Assim, só consigo apontar um
grande defeito a Pikmin 1: a inteligência artificial dos Pikmin. Criaturas como
Burrowing Snagret e Beady Long Legs podem bem tentar intimidar-nos, mas o maior
inimigo do nosso exército Pikmin é sem sombra de dúvidas o nosso exército
Pikmin. Por cada 3 passos que dou em frente, tenho de recuar dois, porque os
Pikmin distraem-se a investigar todo e qualquer tufo de erva, mesmo que tal
signifique marchar em linha reta para os caninos de um Bulborb. Marchar em
linha reta é, porém, algo que os Pikmin não sabem fazer quando atravessam uma
ponte, dada a quantidade de vezes que eles simplesmente se atiram dela e me
obrigam a parar tudo para os resgatar. Na trilogia Pikmin, é suposto
sentirmo-nos líderes de um exército implacável; todavia, no título original,
sinto-me mais vezes uma autêntica mãe galinha.
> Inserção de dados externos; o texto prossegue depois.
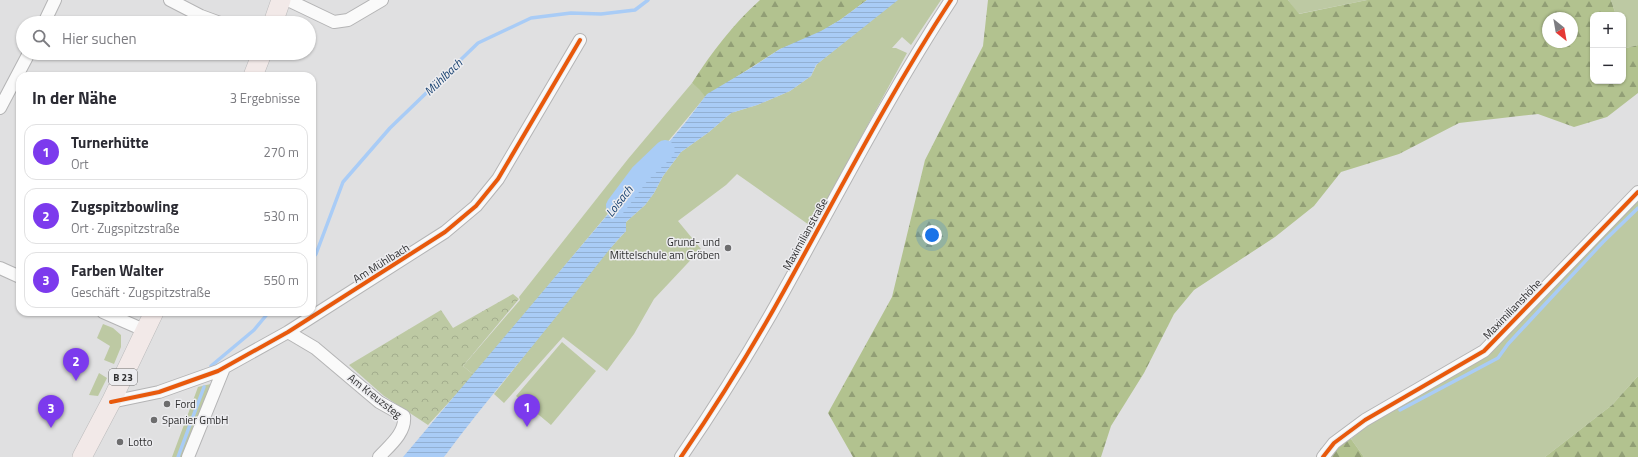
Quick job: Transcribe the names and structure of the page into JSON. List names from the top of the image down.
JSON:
{
  "streets": {
    "main road": ["B 23"],
    "street": [
      "Maximilianstraße",
      "Am Mühlbach",
      "Maximilianshöhe",
      "Am Kreuzsteg"
    ]
  },
  "crossings": [
    ["Am Mühlbach", "B 23"],
    ["Am Mühlbach", "Am Kreuzsteg"]
  ],
  "water": ["Mühlbach", "Loisach"],
  "places": [
    "Grund- und Mittelschule am Gröben",
    "Ford",
    "Spanier GmbH",
    "Lotto"
  ],
  "north": "bottom right",
  "page": {
    "map_buttons": ["+", "−"],
    "search": "Hier suchen",
    "heading": ["In der Nähe", "3 Ergebnisse"],
    "list": [
      {
        "mark": "1",
        "name": "Turnerhütte",
        "note": "Ort",
        "value": "270 m"
      },
      {
        "mark": "2",
        "name": "Zugspitzbowling",
        "note": "Ort · Zugspitzstraße",
        "value": "530 m"
      },
      {
        "mark": "3",
        "name": "Farben Walter",
        "note": "Geschäft · Zugspitzstraße",
        "value": "550 m"
      }
    ],
    "pins": ["2", "1", "3"]
  }
}
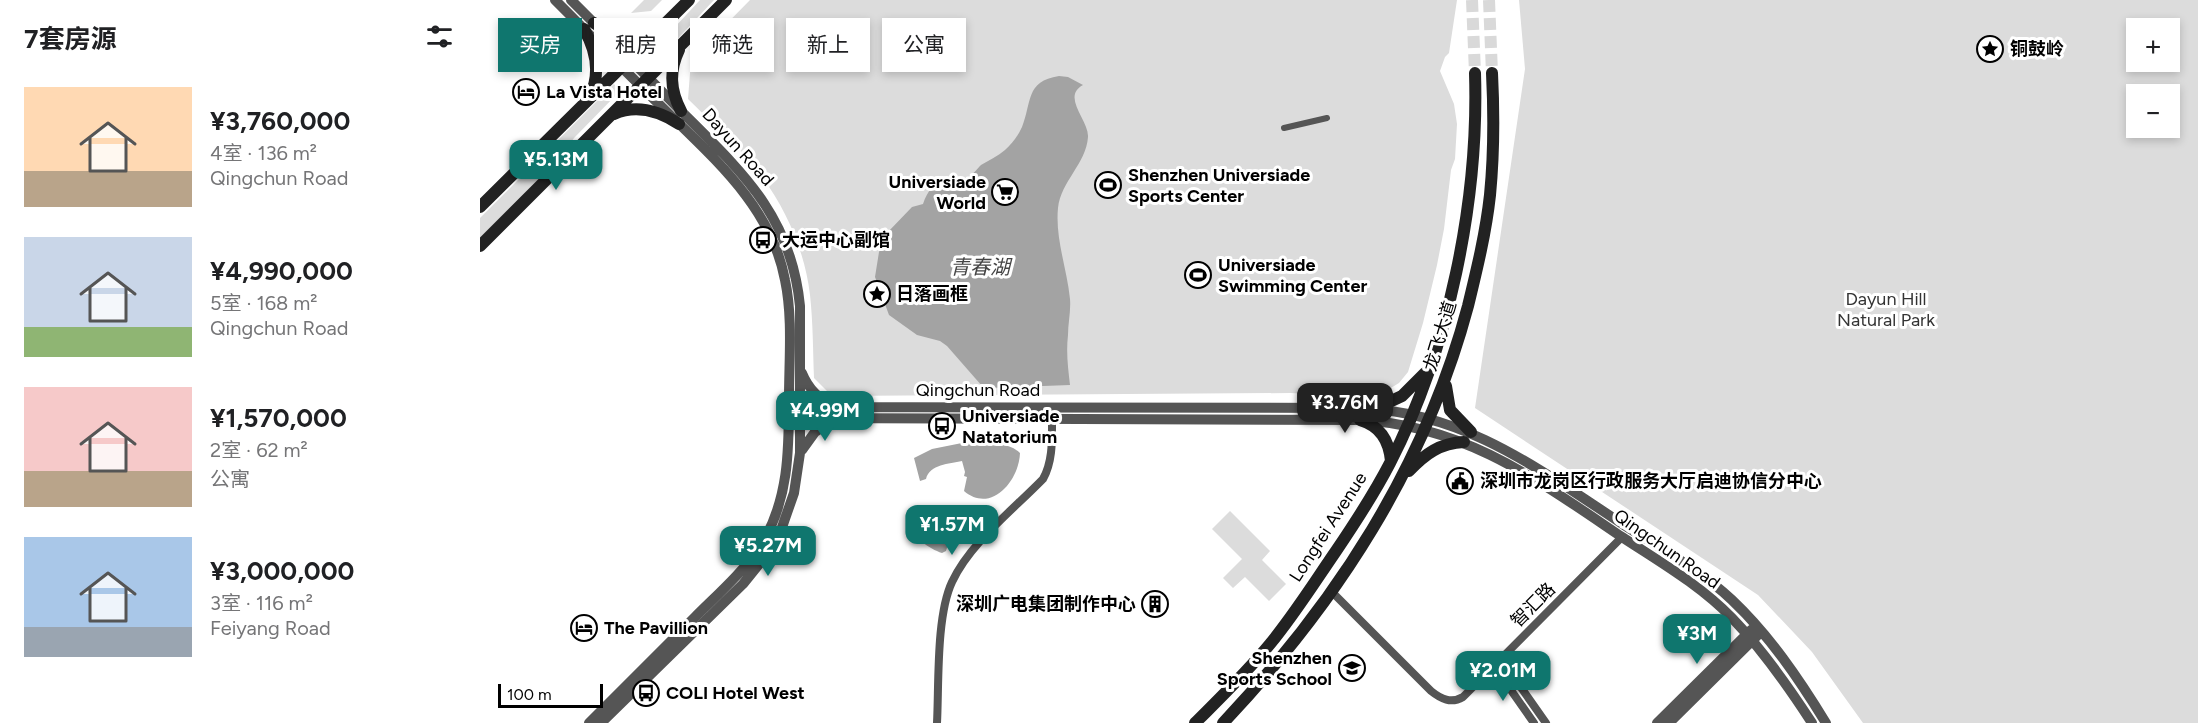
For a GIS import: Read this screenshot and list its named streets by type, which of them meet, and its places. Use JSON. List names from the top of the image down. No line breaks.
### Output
{"streets":{"main road":["龙飞大道","Longfei Avenue"],"street":["Dayun Road","Qingchun Road","智汇路"]},"crossings":[["Dayun Road","Qingchun Road"],["龙飞大道","Qingchun Road"],["龙飞大道","智汇路"],["Qingchun Road","Longfei Avenue"],["Qingchun Road","智汇路"]],"water":["青春湖"],"parks":["Dayun Hill Natural Park"],"places":{"place":["铜鼓岭","日落画框"],"hotel":["La Vista Hotel","The Pavillion"],"sports":["Shenzhen Universiade Sports Center","Universiade Swimming Center"],"supermarket":["Universiade World"],"bus stop":["大运中心副馆","Universiade Natatorium","COLI Hotel West"],"public building":["深圳市龙岗区行政服务大厅启迪协信分中心"],"building":["深圳广电集团制作中心"],"school or university":["Shenzhen Sports School"]},"scale_bar":"100 m","page":{"heading":"7套房源","map_buttons":["+","−"],"chip":["买房","租房","筛选","新上","公寓"],"list":[{"name":"¥3,760,000","note":"4室 · 136 m² · Qingchun Road"},{"name":"¥4,990,000","note":"5室 · 168 m² · Qingchun Road"},{"name":"¥1,570,000","note":"2室 · 62 m² · 公寓"},{"name":"¥3,000,000","note":"3室 · 116 m² · Feiyang Road"}],"price":["¥5.13M","¥3.76M","¥4.99M","¥1.57M","¥5.27M","¥3M","¥2.01M"],"scale":"100 m"}}
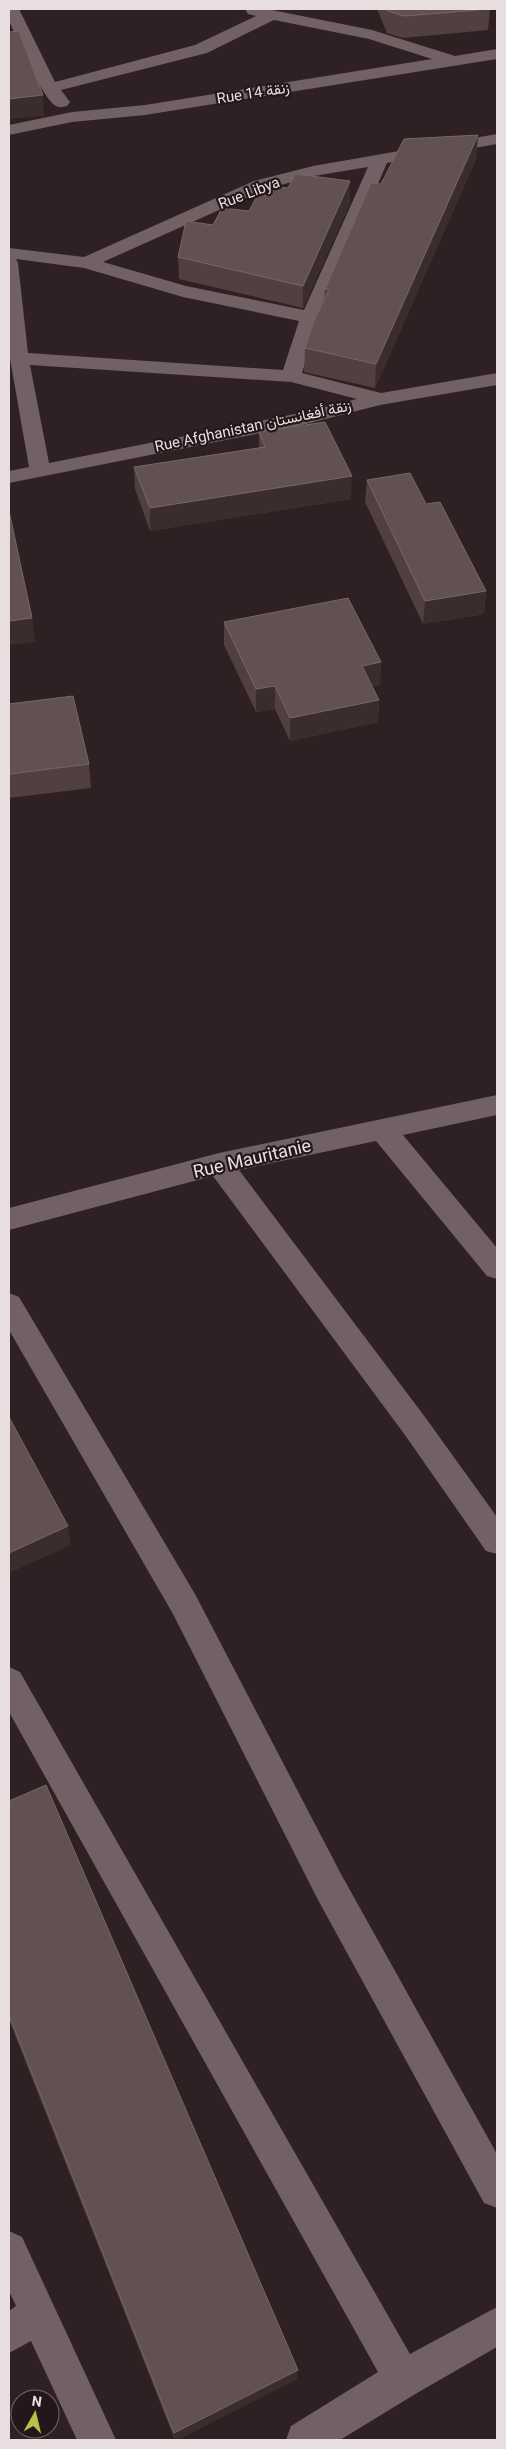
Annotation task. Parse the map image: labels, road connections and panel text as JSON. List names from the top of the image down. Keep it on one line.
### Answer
{"streets":{"street":["Rue 14 زنقة","Rue Libya","Rue Afghanistan زنقة أفغانستان","Rue Mauritanie"]},"north":"top"}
Em Pikmin 3, cada Pikmin perdido
pesa na alma; em Pikmin 1, a inteligência artificial é tão má que quando perco
um soldado, só penso “Mereceste!”. É a seleção natural a fazer o seu trabalho!
Na recém-lançada versão Switch de
Pikmin 1, esperava que a Nintendo corrigisse este problema, aproximando o
comportamento dos Pikmin do de Pikmin 2 e Pikmin 3. No entanto, não notei
diferenças na inteligência dos Pikmin em relação à versão Wii. À primeira vista,
esta conversão para a Switch parece ser um simples relançamento em HD
e com controlos tradicionais de New Play Control! Pikmin, mais similar a Super
Mario Galaxy em Super Mario 3D All-Stars do que a Metroid Prime Remastered. O
HUD e cinemáticas foram refeitos em HD, os gráficos do jogo usam os mesmos
modelos e texturas mas com upscale para HD, e não existe qualquer adição
em termos de conteúdo. Embora o título tenha um estilo de arte apelativo, uma renovação visual era expectável e desejável – se bem que
a sua ausência é atenuada pelo preço reduzido deste lançamento.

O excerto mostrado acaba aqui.